Disability theorist Dan Goodley suggests that care as a value has been superseded in a neoliberal context in which disability and ability are held as mutually exclusive categories. If disability is aligned with incapacity and non-productivity, ability is aligned with transhuman levels of capacity and productivity, and the imperative for non-disabled people is to overreach themselves in realising such transhuman potential. To radically counter this, Goodley, following Jasbir Puar, proposes a politics of debility in which the clear boundaries abled and disabled categories begin to dissolve under a recognition of debility as a common factor of the human condition. This reframing of humanity destabilizes neoliberalism by reprioritising reciprocal care over individual productivity as the governing value of human relations.

Benjamin Wihstutz senses a similar political radicalism in Disabled Theater but this is, once again, subject to a paradox grounded in the apparently clear separation between Bel and the actors: ‘Jérôme Bel aims at … replacing performance as achievement (as a fundamental principle of neoliberal societies) with a different kind of performance … [I]t is fully justified to accuse Mr Bel of exploiting the HORA actors. They are instrumentalized for an aesthetic concept that lies at the very core of Bel’s oeuvre’ (2015, p,45). This instrumentalization consists of their apparent aesthetic failure by conventional means, even though, as we have seen, this is actually an aesthetic choice of Bel’s. At the same time, within the purposive framework of Bel’s own oeuvre the performance is a success: in other words, Bel himself achieves as a consequence of the actors’ seeming failure, and the neoliberal distinction between disabled and non-disabled remains intact.

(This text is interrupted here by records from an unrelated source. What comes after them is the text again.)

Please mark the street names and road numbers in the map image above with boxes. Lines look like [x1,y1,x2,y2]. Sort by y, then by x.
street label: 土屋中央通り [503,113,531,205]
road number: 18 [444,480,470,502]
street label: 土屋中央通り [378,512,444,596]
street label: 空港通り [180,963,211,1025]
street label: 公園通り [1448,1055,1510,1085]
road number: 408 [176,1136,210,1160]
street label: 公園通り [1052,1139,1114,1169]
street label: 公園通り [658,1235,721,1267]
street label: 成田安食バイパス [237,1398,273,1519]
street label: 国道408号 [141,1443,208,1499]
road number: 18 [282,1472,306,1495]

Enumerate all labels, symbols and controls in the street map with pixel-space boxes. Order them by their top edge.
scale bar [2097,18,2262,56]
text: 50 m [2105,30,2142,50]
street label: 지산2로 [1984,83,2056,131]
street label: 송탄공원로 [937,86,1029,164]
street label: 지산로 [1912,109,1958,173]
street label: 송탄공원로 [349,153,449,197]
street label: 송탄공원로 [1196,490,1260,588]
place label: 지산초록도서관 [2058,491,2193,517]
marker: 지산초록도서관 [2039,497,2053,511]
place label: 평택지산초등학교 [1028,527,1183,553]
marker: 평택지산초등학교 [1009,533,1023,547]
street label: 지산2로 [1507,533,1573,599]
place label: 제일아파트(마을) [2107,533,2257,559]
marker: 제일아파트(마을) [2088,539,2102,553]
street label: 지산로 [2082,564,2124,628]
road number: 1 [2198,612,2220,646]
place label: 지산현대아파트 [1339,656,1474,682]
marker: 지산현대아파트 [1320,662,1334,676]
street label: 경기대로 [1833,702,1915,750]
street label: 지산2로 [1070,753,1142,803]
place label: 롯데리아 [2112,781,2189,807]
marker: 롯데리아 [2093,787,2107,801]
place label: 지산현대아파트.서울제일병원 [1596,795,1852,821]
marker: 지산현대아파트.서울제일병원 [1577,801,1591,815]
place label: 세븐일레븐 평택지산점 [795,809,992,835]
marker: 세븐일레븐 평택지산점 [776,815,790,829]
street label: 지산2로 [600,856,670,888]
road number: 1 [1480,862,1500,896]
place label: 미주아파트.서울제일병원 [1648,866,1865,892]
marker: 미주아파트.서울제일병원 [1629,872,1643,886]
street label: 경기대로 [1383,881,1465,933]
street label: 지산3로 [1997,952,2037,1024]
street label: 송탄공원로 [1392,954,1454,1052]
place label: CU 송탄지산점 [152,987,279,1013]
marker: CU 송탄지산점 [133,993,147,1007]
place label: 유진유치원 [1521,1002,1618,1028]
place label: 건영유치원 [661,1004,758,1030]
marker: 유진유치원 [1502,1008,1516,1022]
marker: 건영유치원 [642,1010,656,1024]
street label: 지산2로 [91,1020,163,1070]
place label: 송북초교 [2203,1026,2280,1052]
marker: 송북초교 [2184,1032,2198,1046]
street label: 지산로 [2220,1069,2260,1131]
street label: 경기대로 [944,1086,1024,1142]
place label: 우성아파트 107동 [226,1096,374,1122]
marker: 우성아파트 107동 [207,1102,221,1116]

By contrast, another moment in Contained is more attuned to Goodley’s concept of debility. Having supported the performers through the artistic and technical complexity of the show, Charli Ward herself takes centrestage and tells her own autobiographical story about the very recent breakdown of her relationship, and the consequent loss of a future that she had imagined for herself. Under the weight of the raw emotion of the story, Ward struggles to maintain the composure required of her as a performer, the same composure that underscores her ability to adjust the foundations of the performance as a whole. As she struggles to regain control, the performers move caringly towards her, an act of care which itself establishes the foundation that allows Ward to recover agency within the aesthetic. This, nonetheless, requires the performers to make a choice: not about performance, but between performance and care, as Ward (2016, email correspondence) explains in noting the different intensities of various performances: ‘the support at its highest if I am really struggling with the story with hugs and constant 'you can do it' support. On those nights where it felt easier, there would just be a gentle touch of the shoulder for reassurance that they were there. I believe that in that moment, all the guys are with me and forget the audience, they are not performing’.